Mr. Miller said he has about 130 customers. He and the bank's other half-dozen relationship managers are paid like investment advisers, receiving annuity streams from the customers.
"We can lend a lot of money at one time, but if we don't keep our customer relationships long-term, we risk little return on a short-term basis," he said. "The system is designed for us to hang in with the business through good and bad."
It is up to Mr. Miller to pay his two administrative assistants, a facility fee for his office space, and a portion of his staff's benefits.
He said he is well compensated but has to budget for the risks he takes individually.

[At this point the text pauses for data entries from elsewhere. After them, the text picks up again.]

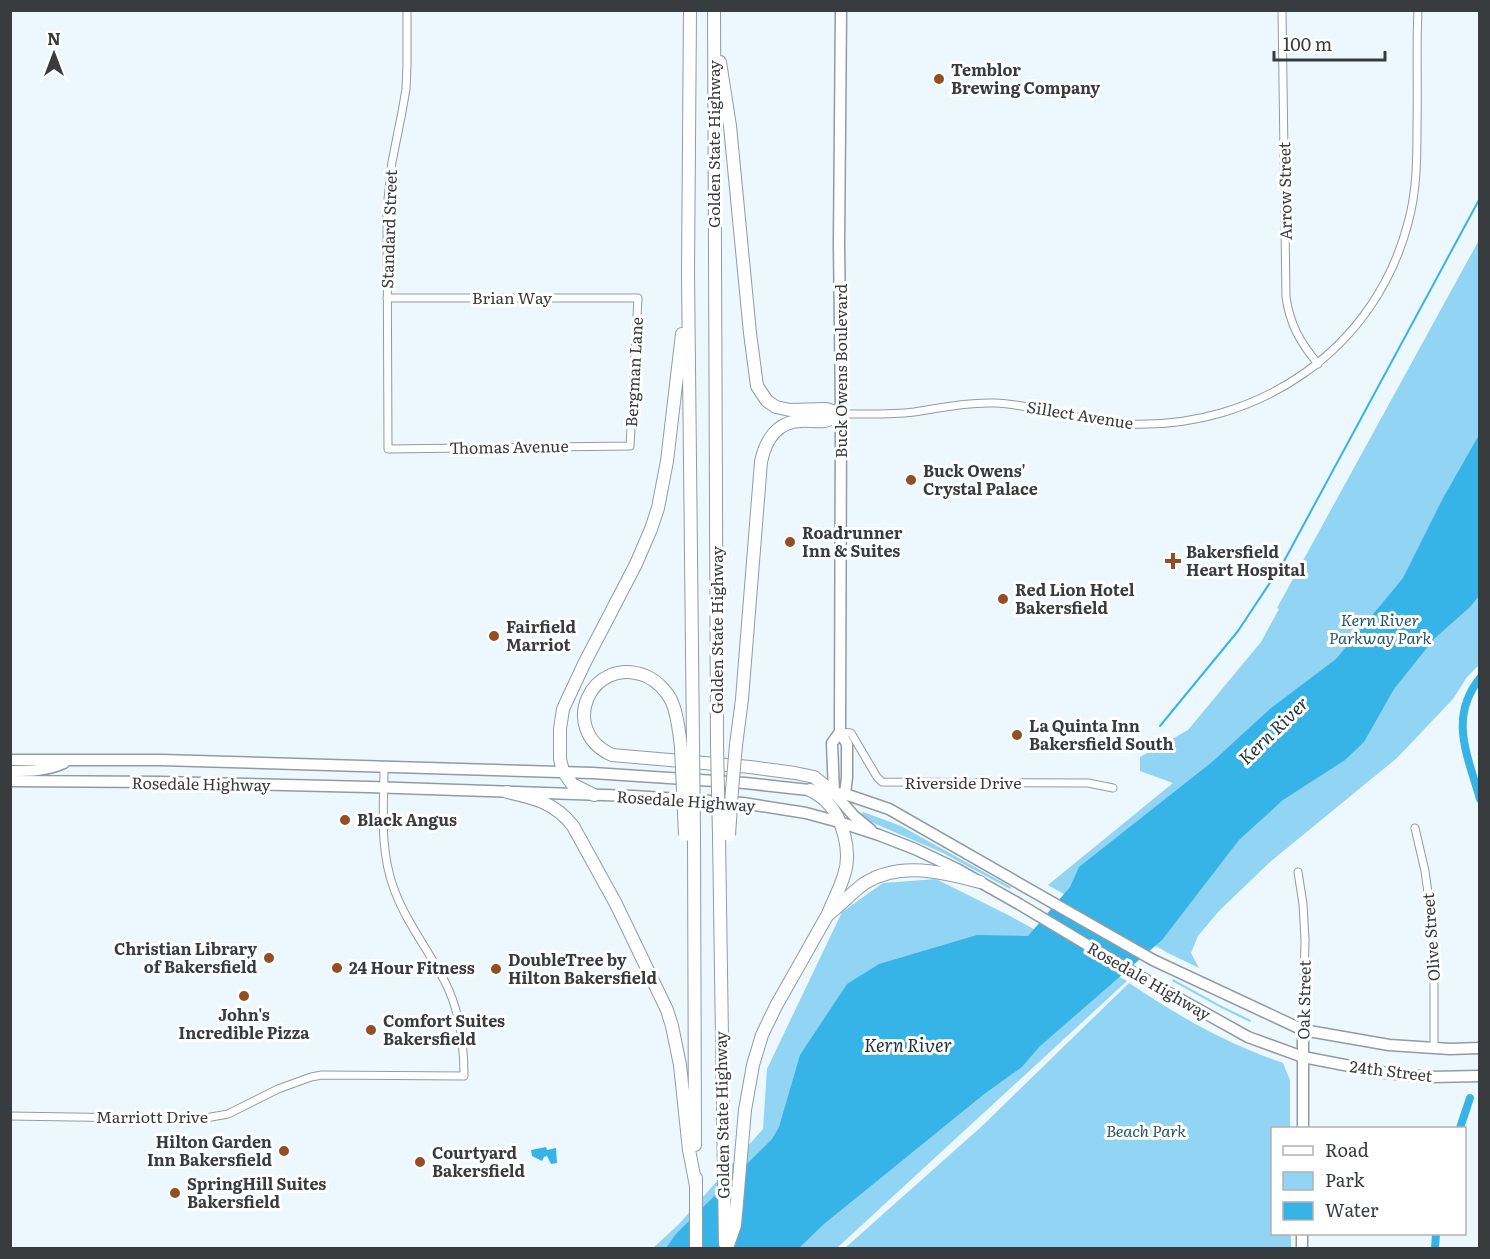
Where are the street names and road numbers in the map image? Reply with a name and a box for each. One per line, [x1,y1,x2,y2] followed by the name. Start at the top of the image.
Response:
[701,59,725,228] street label: Golden State Highway
[1271,141,1297,240] street label: Arrow Street
[374,168,402,289] street label: Standard Street
[828,284,852,458] street label: Buck Owens Boulevard
[472,285,553,309] street label: Brian Way
[618,316,648,428] street label: Bergman Lane
[1025,394,1135,434] street label: Sillect Avenue
[449,433,569,459] street label: Thomas Avenue
[704,545,728,714] street label: Golden State Highway
[131,770,271,796] street label: Rosedale Highway
[905,770,1021,794] street label: Riverside Drive
[616,783,757,817] street label: Rosedale Highway
[1415,892,1445,982] street label: Olive Street
[1083,935,1216,1026] street label: Rosedale Highway
[1290,959,1316,1040] street label: Oak Street
[708,1030,734,1199] street label: Golden State Highway
[1348,1053,1434,1087] street label: 24th Street
[96,1104,208,1128] street label: Marriott Drive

When a loan is approved, relationship managers have to kick in 20% of the loan-loss reserve allocation. The amount is determined after careful analysis of a company's performance and credit risk grading. If a loan is downgraded because of delinquency, the reserve allocation loses value, which affects Mr. Miller's compensation.
Under Enterprise's compensation model, Mr. Miller said he has the incentive to provide low-interest financing to supplement what the bank lends, because it is what is best for the customer.
For example, when L&S Machine Co. of Pittsburgh needed financing after emerging from bankruptcy several years ago, Mr. Miller spent two and a half years cobbling together a $3.8 million package that consisted of a $2 million Enterprise/Small Business Administration 7(a) loan, $800,000 from two Pennsylvania low-interest loan funds, a $500,000 loan from L&S' prior bank, and a $500,000 loan agreement from the Internal Revenue Service for taxes owed.
Rob DiNardi, L&S' president, said he "was surprised" Enterprise "could put the deal together with so many players. Anyone could have backed out at any minute."
Mr. Miller said he was willing to do the extra paperwork because "taking a risk with our customers when most other banks won't" fosters loyalty. Indeed, in March. L&S secured a second loan for $1.5 million to purchase its 25,000-square-foot facility.
Mr. Leyh said Enterprise's financial health has improved in recent years, largely because it has enforced a collateral-based lending policy that has reduced loan losses. It also generates a good chunk of revenue from fee services, including bookkeeping and marketing assistance.
Still, Enterprise has generally been less profitable than banks its size because its funding costs are higher. It has only one branch and uses a fleet of vans to pick up deposits at customers' sites.
In the first half of this year Enterprise earned $305,000 and had a return on assets of 0.42%, versus an average ROA of 1.09% for banks in its asset class, according to Federal Deposit Insurance Corp. data. Its 4.09% cost of funds was 93 basis points higher than the average at banks with assets of $100 million to $300 million, FDIC data showed.
Enterprise plans to roll out a remote deposit product this month that Mr. Leyh said should lower the cost of gathering deposits.